In the early 1990s, just after George became bishop, Graham was coming to Fredericton, and George was on the planning committee. That led to an invitation from the Graham organization to speak at a clergy conference in Lake Louise, in the Canadian Rockies.
“I loved it. I met George Beverly Shea and some others,” said George. “They were simple, honest persons, loving and very committed. I really enjoyed it.”
George was a speaker for three years in Lake Louise — the reason that on Feb. 23, the phone rang in Fredericton. It was the Billy Graham organization calling.
“They said, ‘we want your father here as a representative of international ministries,” said Mary Lou. “It was a very personal invitation. They said, ‘we want Bishop Lemmon to be there.’”
When Lois, George’s wife, didn’t want to attend, Mary Lou volunteered, and the two began the process to accept the invitation and travel to Charlotte the following week. They drove to Portland, Maine March 1, and took flights to New York City and then Charlotte.
But the arrangements were stressful, with only 35 minutes to make the final connection. Both of them prayed about it and Mary Lou began making contingency plans for renting a car to drive from New York City to Charlotte, or even take a train.
But no need.
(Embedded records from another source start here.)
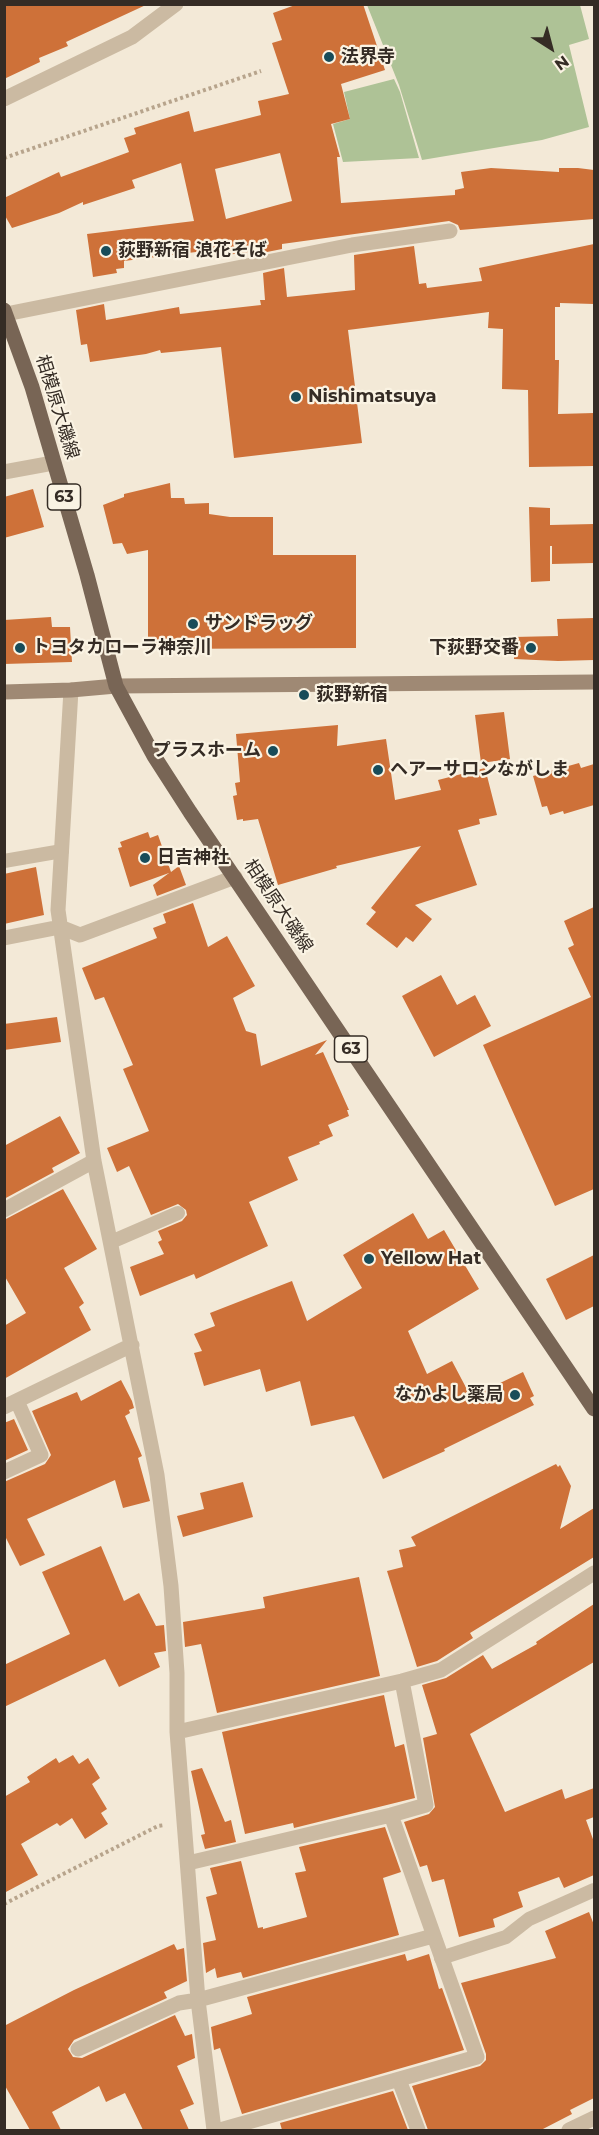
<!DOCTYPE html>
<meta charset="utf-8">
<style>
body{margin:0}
#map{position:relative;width:599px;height:2135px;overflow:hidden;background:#f3e9d7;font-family:Montserrat,sans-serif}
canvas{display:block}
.frame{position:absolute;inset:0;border:6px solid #352c25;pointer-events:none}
.north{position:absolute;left:521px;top:18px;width:60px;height:60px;-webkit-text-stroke:4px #faf3e3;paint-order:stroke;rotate:144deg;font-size:16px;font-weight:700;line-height:24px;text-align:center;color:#352c25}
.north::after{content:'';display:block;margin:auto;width:21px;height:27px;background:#352c25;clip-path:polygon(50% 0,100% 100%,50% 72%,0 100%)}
</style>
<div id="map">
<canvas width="599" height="2135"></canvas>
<div class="frame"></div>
<div class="north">N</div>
</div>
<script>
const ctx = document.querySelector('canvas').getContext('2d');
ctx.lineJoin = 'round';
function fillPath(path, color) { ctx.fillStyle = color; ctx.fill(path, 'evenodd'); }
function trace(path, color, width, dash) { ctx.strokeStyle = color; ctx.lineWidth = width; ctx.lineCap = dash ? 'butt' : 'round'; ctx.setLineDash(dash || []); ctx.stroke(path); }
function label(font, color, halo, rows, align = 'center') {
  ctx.font = font + ' Montserrat,"Noto Sans JP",sans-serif'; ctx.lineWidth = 4.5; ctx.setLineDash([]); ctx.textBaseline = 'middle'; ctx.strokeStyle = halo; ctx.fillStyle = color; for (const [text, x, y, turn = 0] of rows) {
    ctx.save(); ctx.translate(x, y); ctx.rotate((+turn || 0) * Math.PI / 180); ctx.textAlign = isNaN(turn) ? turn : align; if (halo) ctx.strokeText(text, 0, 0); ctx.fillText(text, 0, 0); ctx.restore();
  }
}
const green = new Path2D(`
 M367 5H580L589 39 569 45 589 127 542 140 422 160 399 85Z
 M394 79 400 92 419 158 343 162 333 124 350 119 344 92Z`);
const building = new Path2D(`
 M4 4H148L66 42 68 46 39 58 40 62 4 79Z
 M298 4H363L385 70 341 84 350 119 331 124 340 157H337L341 203 455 195V190L464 188 461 172 491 168 559 172V168H578L594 170V219L460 230 458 225 449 221 282 244V249L262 253V250L213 257 212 250 124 261V268L116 269 117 273 93 277 87 234 194 221 181 163 132 180 135 188 83 205V202L59 213 12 228 4 214V198L59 172 61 177 129 152 124 138 136 134 134 128 189 111 194 132 261 115 258 101 289 94 272 43 282 40 273 13ZM280 153 292 201 226 219 215 169Z
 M594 244V304L560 303V307H555V360H559L558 414 594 413V466L529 467 528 390 502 389 503 329 488 328 489 312 348 330 362 443 234 458 221 347 161 353 160 350 146 354 90 362 87 344 81 345 76 310 104 304 106 320 179 307 180 314 261 305 260 300H265L263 273 284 268 287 297 355 290 354 255 414 246 419 284 426 283 427 288 482 281 479 268Z
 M170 483 171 498H184L185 504 209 503V514L230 517H273V555H356V648L148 649V550L127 554 122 543 113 544 103 505 124 497V494Z
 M33 489 44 527 4 538V497Z
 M529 507 550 508V525L594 524V563L552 564V546H550V581L531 582Z
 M51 617 52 627H70L72 662 4 664V620Z
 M594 618V660L558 661 514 659V637L558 636 557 619Z
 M504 712 510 759 481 763 475 715Z
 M338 725 337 746 386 739 395 800 441 790 438 780 485 768 497 815 479 819 480 824 458 830 477 885 415 905 432 919 413 942 406 937 397 948 366 924 376 912 371 908 421 846 336 866 337 868 278 885 258 819 243 821V819L237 820 233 796 237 795 235 783 240 782 236 734Z
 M579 763 581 768 594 764V805L564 814 563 811 550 815 547 806 542 807 533 776Z
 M148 832 150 838 158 835 171 872 179 866 186 885 157 896 153 885 169 873 130 887 118 848 122 847 120 842Z
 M36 867 44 915 4 924V874Z
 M193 903 208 947 227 936 255 986 233 998 246 1031 256 1034 261 1066 327 1040 315 1055 323 1052 349 1110H347L349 1116 328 1125 333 1136 319 1142 320 1144 288 1157 298 1180 249 1202 268 1246 196 1279 194 1274 140 1296 130 1267 164 1254 158 1242 162 1240 158 1231 182 1221 187 1215 186 1210 178 1204 151 1215 129 1166 117 1172 107 1148 149 1131 123 1069 133 1065 104 997 95 1000 82 968 157 938 153 928 166 923 163 914Z
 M594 907V1189L555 1206 483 1045 591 997 568 948 574 945 564 921Z
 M441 975 457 1005 475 995 491 1026 434 1057 402 996Z
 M57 1017 61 1042 4 1050V1024Z
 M60 1116 80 1153 52 1168 54 1172 4 1199V1146Z
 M63 1189 97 1249 64 1268 84 1303 79 1307 91 1330 4 1379V1326L26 1313 4 1275V1220Z
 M413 1213 428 1239 444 1230 479 1289 408 1331 427 1374 452 1361 471 1397 523 1372 534 1396 530 1398 534 1405 444 1449 445 1451 383 1479 354 1416 311 1426 300 1381 266 1392 260 1369 204 1386 194 1353 202 1351 194 1334 215 1326 210 1313 292 1281 307 1321 362 1288 343 1255Z
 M594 1255V1306L566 1320 546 1279Z
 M121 1380 132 1401 134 1408 129 1410 130 1413 125 1416 142 1456 138 1458 150 1501 123 1508 115 1480 27 1519 45 1555 20 1566 4 1534V1482L45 1464 51 1455 32 1411 77 1392 81 1401Z
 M14 1419 28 1450 4 1461V1423Z
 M556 1464 558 1467 560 1465 571 1486 560 1529 594 1508V1557L470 1633 473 1638 437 1661 417 1667 387 1571 403 1567 399 1550 416 1546 411 1537Z
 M243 1482 253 1517 183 1537 177 1516 204 1509 200 1493Z
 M101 1546 124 1601 139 1593 156 1626 164 1625 166 1651 154 1653 160 1667 119 1687 105 1659 4 1707V1665L70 1634 42 1572Z
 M359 1577 380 1676 217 1713 201 1644 185 1647 183 1622 265 1608 263 1597Z
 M594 1604V1662L470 1734 505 1812 562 1789 565 1799 594 1788V1817L586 1820 594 1842V1875L564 1888 559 1877 518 1892 523 1907 493 1919 495 1927 459 1937 444 1879 432 1882 427 1865 420 1867 404 1822 429 1814 435 1807 423 1738 437 1734 422 1685 446 1678 483 1655 492 1669 537 1644 536 1642Z
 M384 1695 395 1747 404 1744 415 1798 294 1828 293 1823 245 1834 222 1732Z
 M73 1755 79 1764 88 1758 100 1778 92 1784 107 1809 101 1813 108 1824 85 1839 72 1818 60 1826 57 1823 21 1844 38 1875 4 1893V1797L30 1782 27 1777 56 1758 59 1763Z
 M202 1768 225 1822 231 1820 236 1842 205 1849 201 1835 205 1834 191 1771Z
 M385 1827 401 1872 383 1878 399 1935 243 1978 241 1972 217 1978 215 1968 206 1973 203 1943 216 1940 206 1897 217 1894 210 1868 241 1861 258 1928 263 1927V1929L307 1917 295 1873 306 1871 299 1847Z
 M589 1912 594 1925V2098L570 2110 572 2114 541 2130H428L412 2086 480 2066 486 2060V2054L461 1983 556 1958 545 1931Z
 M174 1944 177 1950 184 1948 187 1981 164 1992 167 1998 74 2040 68 2049 73 2057 82 2058 175 2015 185 2036 192 2034 195 2058 177 2066 194 2104 180 2110 189 2130H143L125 2093 106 2102 99 2086 52 2112 61 2130H30L4 2084V2026L74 1990Z
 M405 1954 407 1961 429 1954 439 1989 442 1988 464 2050 242 2114 220 2048 214 2050 211 2027 252 2014 247 1997Z
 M393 2091 408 2130H282L280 2123Z`);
const path = new Path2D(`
 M4 158 261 71
 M4 1904 158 1826 165 1825`);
const lane = new Path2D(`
 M4 861 62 851
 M111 1242 178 1213
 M441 1958 506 1937 529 1919 594 1890`);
const street = new Path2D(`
 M4 99 132 37 176 4
 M6 314 352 245 450 231
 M4 472 53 463
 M71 690 58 910 94 1161 157 1475 171 1586 177 1673V1732L198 2000 214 2130
 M4 938 60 927 80 935 235 877
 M4 1210 94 1161
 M4 1407 132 1345
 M4 1472 41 1455 17 1401
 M177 1732 402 1681 441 1670 594 1573
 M188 1863 391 1815 426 1805 402 1681
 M78 2049 179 2003 198 2000 433 1936
 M399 2080 418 2130
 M220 2130 477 2057 391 1815
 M569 2130 594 2118`);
const secondary = new Path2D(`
 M4 692 71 690 116 686 594 682`);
const primary = new Path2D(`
 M4 310 32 387 87 575 116 686 154 756 190 812 594 1409`);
const markers = [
 [329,57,6,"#184c59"],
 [106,251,6,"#184c59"],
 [296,397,6,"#184c59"],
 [193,624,6,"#184c59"],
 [20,648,6,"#184c59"],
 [531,648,6,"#184c59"],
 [304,695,6,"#184c59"],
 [273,751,6,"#184c59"],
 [378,770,6,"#184c59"],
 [145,858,6,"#184c59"],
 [369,1259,6,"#184c59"],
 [515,1395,6,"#184c59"]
];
const shields = [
 [64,497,33],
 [351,1049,33]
];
const shieldNames = [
 ["63",64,497],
 ["63",351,1049]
];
const poiNames = [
 ["法界寺",341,57],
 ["荻野新宿 浪花そば",118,251],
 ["Nishimatsuya",308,397],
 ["サンドラッグ",205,624],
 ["トヨタカローラ神奈川",32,648],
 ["下荻野交番",519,648,"right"],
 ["荻野新宿",316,695],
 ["プラスホーム",261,751,"right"],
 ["ヘアーサロンながしま",390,770],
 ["日吉神社",157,858],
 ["Yellow Hat",381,1259],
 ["なかよし薬局",503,1395,"right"]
];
const streetNames = [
 ["相模原大磯線",57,407,73],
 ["相模原大磯線",278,906,56]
];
fillPath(green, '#aec296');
fillPath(building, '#ce7139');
trace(path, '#b7a48c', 4, [3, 3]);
trace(lane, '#cbbaa2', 14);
trace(street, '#cbbaa2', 15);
trace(secondary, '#9f8974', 15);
trace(primary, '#786555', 15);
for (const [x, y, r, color] of markers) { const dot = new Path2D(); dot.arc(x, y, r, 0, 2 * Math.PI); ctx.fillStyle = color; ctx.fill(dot); trace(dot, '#faf3e3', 2); }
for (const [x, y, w] of shields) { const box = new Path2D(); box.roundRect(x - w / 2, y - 13, w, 26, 4.5); ctx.fillStyle = '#faf3e3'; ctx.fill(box); trace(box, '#352c25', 1.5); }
label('bold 16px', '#352c25', null, shieldNames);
label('bold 18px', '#352c25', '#faf3e3', poiNames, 'left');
label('18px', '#352c25', '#faf3e3', streetNames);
</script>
God intervened. When they got to the airport and expressed their nervousness to the airline, explaining they just had to catch that flight to make it to Billy Graham’s funeral, they were told not to worry. They wouldn’t miss the connection because the same plane would be going on to Charlotte. They simply had to get off the plane, wait five minutes on the tarmac, and reboard.
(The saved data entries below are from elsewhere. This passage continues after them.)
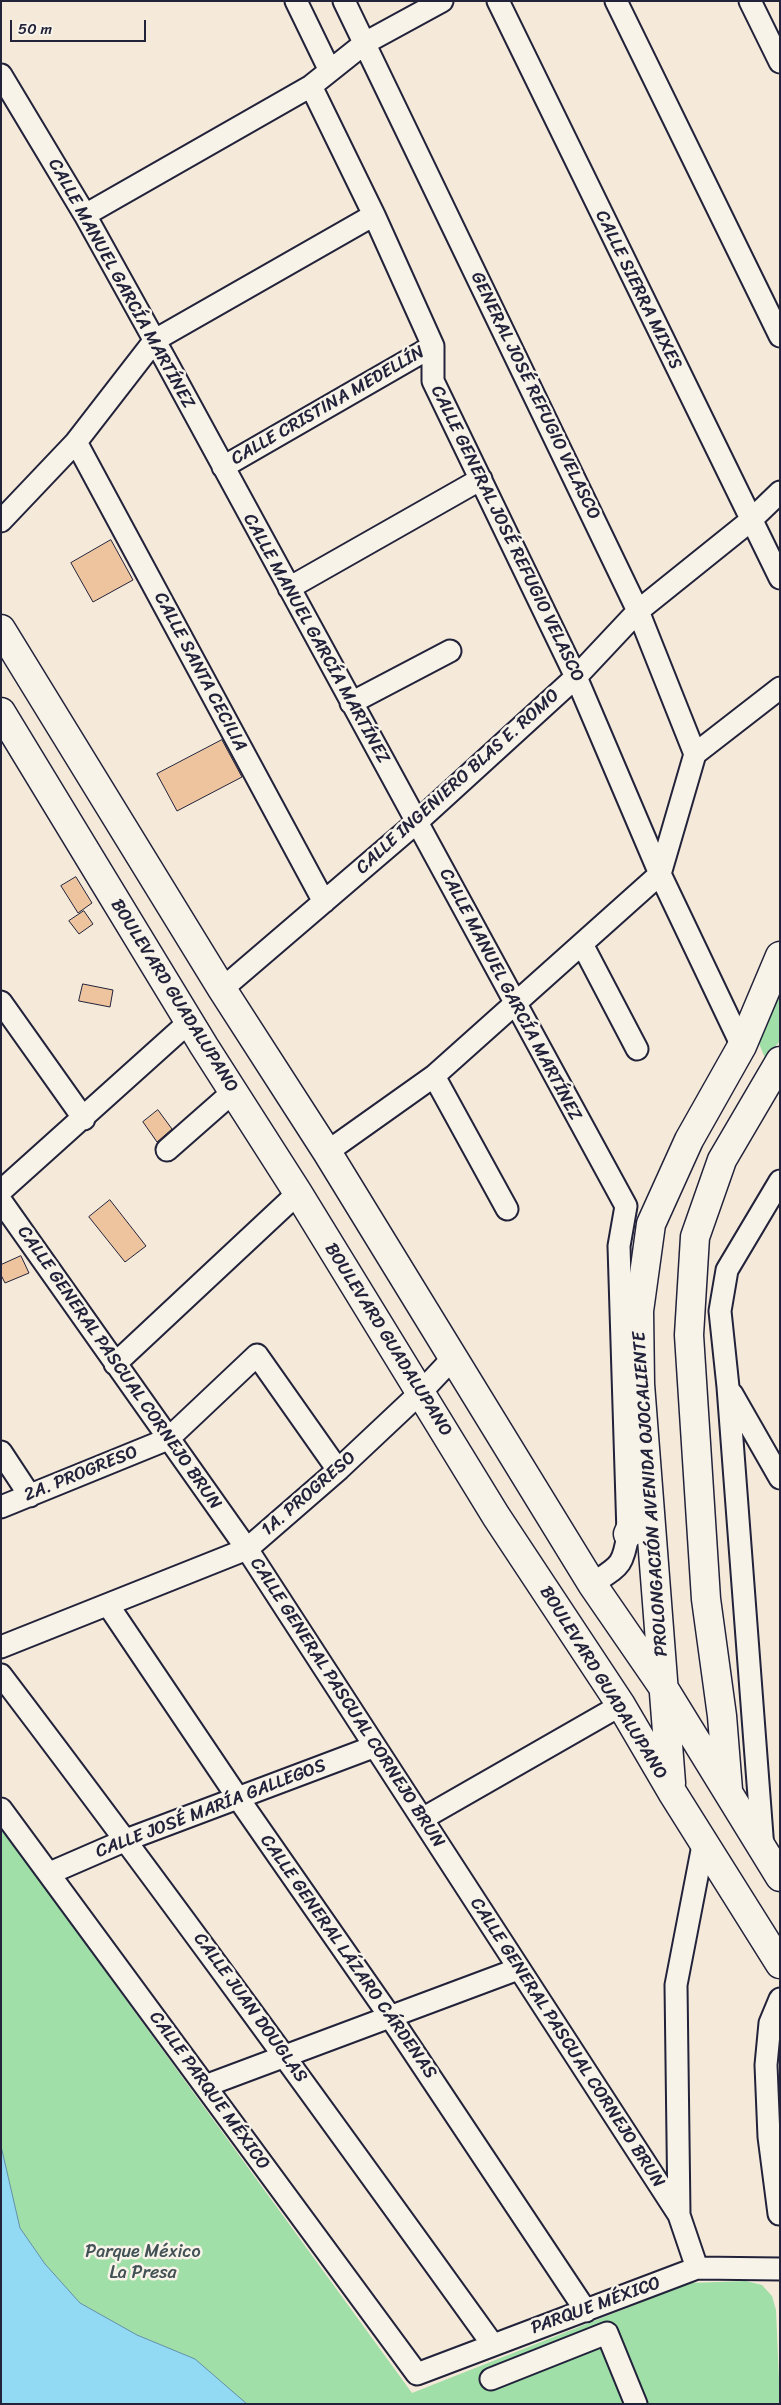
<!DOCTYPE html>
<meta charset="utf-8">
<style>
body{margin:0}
#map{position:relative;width:781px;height:2405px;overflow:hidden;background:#f5ead9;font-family:Sriracha,sans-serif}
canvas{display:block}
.frame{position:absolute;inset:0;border:2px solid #22223b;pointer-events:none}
.scale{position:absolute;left:10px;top:20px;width:136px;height:22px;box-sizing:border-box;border:2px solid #22223b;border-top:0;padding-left:6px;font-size:15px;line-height:18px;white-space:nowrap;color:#22223b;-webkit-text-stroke:4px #f7f3e8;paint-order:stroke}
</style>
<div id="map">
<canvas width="781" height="2405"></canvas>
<div class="frame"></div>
<div class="scale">50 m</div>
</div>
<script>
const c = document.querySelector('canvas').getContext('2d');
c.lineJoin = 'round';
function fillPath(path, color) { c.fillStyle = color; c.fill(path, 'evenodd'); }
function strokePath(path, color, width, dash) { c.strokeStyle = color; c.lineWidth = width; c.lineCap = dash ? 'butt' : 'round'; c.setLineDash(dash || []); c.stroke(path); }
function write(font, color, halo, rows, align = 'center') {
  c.font = font + ' Sriracha,sans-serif'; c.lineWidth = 5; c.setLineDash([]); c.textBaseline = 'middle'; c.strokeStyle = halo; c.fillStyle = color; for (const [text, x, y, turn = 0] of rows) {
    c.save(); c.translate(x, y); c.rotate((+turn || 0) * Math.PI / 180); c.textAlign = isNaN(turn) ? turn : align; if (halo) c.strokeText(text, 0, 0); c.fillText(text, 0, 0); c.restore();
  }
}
const green = new Path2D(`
 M780 985V1041L765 1058 758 1041Z
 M1 1828 412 2393 690 2283 746 2281 762 2285 772 2296 776 2310 780 2404H1Z`);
const water = new Path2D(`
 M1 2146 20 2228 45 2264 80 2303 137 2335 195 2359 247 2404H1Z`);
const building = new Path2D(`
 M111 540 133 580 93 602 71 563Z
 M222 740 242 777 177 811 157 774Z
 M76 877 92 903 78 913 61 886Z
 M84 911 93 924 79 934 69 921Z
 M83 984 113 990 110 1007 79 1001Z
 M158 1110 172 1129 157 1142 143 1122Z
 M110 1200 146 1246 125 1262 89 1217Z
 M21 1256 29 1273 5 1283 1 1275V1265Z`);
const minor = new Path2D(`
 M296 1 330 71
 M344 1 638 611 695 754
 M498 1 780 578
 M616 1 780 336
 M750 1 780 62
 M1 75 85 215 166 361 626 1206 619 1246 628 1534C623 1567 619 1566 592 1584
 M311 86 374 215 433 346V381L576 677 660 874 742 1046
 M85 215 311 86 365 43 442 1
 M76 442 324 902
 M223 467 433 346
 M1 521 76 442 155 340 374 215
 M289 588 481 479
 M351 703 450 651
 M582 944 637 1049
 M222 989 417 822 576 677 638 611 750 521 780 492
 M1 1002 84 1119
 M434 1076 507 1209
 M167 1150 233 1092
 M327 1152 434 1076 660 874 695 754 780 688
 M1 1191 189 1022
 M1 1201 247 1549 679 2215 697 2268
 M115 1364 298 1193
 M732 1394 780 1478
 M1 1452 30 1496
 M1 1507 168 1439 257 1355 338 1470
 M108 1605 238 1798 391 2018 586 2311
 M1 1647 247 1549 338 1470 421 1392 453 1358
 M1 1675C169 1896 331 2120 493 2345
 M1 1809 417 2374 697 2268 780 2269
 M422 1819 621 1705
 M763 1849 728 1387 720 1311 727 1270 780 1181
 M50 1873 126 1840 373 1747
 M205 2086 518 1969
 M679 2214 676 1985 704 1840
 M779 2214 769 2137 766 2065 770 2023 780 1999
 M491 2379 607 2333 636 2404`);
const major = new Path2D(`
 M1 629 222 989 327 1152 592 1584 665 1690 780 1877
 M1 712 204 1046 298 1193 496 1516 621 1705 672 1792 780 1964
 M628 1534 647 1492
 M671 1783 640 1384 639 1311 651 1224 689 1140 742 1046 780 956
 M728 1790 722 1716 706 1599 689 1335 695 1237 722 1160 780 1061`);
const streetNames = [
 ["CALLE MANUEL GARCÍA MARTÍNEZ",121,284,61],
 ["CALLE SIERRA MIXES",638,290,64],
 ["GENERAL JOSÉ REFUGIO VELASCO",535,396,64],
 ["CALLE CRISTINA MEDELLÍN",328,406,-30],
 ["CALLE GENERAL JOSÉ REFUGIO VELASCO",507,534,64],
 ["CALLE MANUEL GARCÍA MARTÍNEZ",316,639,61],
 ["CALLE SANTA CECILIA",200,672,62],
 ["CALLE INGENIERO BLAS E. ROMO",458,782,-42],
 ["CALLE MANUEL GARCÍA MARTÍNEZ",510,995,62],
 ["BOULEVARD GUADALUPANO",174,996,58],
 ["BOULEVARD GUADALUPANO",388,1340,58],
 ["CALLE GENERAL PASCUAL CORNEJO BRUN",119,1368,55],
 ["2A. PROGRESO",81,1474,-22],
 ["1A. PROGRESO",309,1494,-41],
 ["PROLONGACIÓN AVENIDA OJOCALIENTE",651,1494,-94],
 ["BOULEVARD GUADALUPANO",603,1683,58],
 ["CALLE GENERAL PASCUAL CORNEJO BRUN",347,1703,57],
 ["CALLE JOSÉ MARÍA GALLEGOS",211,1809,-21],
 ["CALLE GENERAL LÁZARO CÁRDENAS",348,1957,55],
 ["CALLE JUAN DOUGLAS",250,2008,54],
 ["CALLE GENERAL PASCUAL CORNEJO BRUN",567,2043,57],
 ["CALLE PARQUE MÉXICO",209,2091,54],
 ["PARQUE MÉXICO",596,2306,-20]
];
const parkNames = [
 ["Parque México",143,2252],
 ["La Presa",143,2273]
];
fillPath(green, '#a0dfa7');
fillPath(water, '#92d9f3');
strokePath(water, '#6590a9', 1);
fillPath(building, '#edc49d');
strokePath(building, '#22223b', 1);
strokePath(minor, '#22223b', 25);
strokePath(major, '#22223b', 31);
strokePath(minor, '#f7f3e8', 21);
strokePath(major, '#f7f3e8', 28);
write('18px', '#22223b', '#f7f3e8', streetNames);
write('18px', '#425156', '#f7f3e8', parkNames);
</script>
On Friday morning, March 2, they arrived at the Samaritan’s Purse building, checked in, had their bags and pockets searched and received their invitations and credentials. Then they boarded a bus for the Billy Graham Library.
The funeral was actually held outside under a tent, and the bitter winds of a nor’easter just about froze everyone. But they endured through the two-hour funeral, listening to speakers from around the world, the children of Graham and music from the Gaithers, Michael W. Smith and others. US President Donald Trump, his wife and the vice-president sat about 20 seats away.
“There was a Greek Orthodox priest there in full regalia,” said Mary Lou. “And a Sri Lankan bishop. He spoke about how Billy Graham had reached his country.”
George sat beside Ruth Graham’s secretary, who shared how the family was coping and how busy the previous few days had been.
“There was a level of excitement,” said Mary Lou. “It was a celebration. I really didn’t see anyone crying.”
Mary Lou is thankful for the exceptional friendliness of the people in Charlotte, from the man who allowed George to wear his coat during the funeral, to a woman at Samaritan’s Purse who drove them to their hotel when they couldn’t get a taxi.
“People stepped up and everything fell into place,” said Mary Lou. “I feel very thankful I got to go with Dad and share this with Dad.”
George is still pinching himself about the whole experience.
“I was amazed they called,” he said. “I never expected anything like this. I never, ever thought that would happen.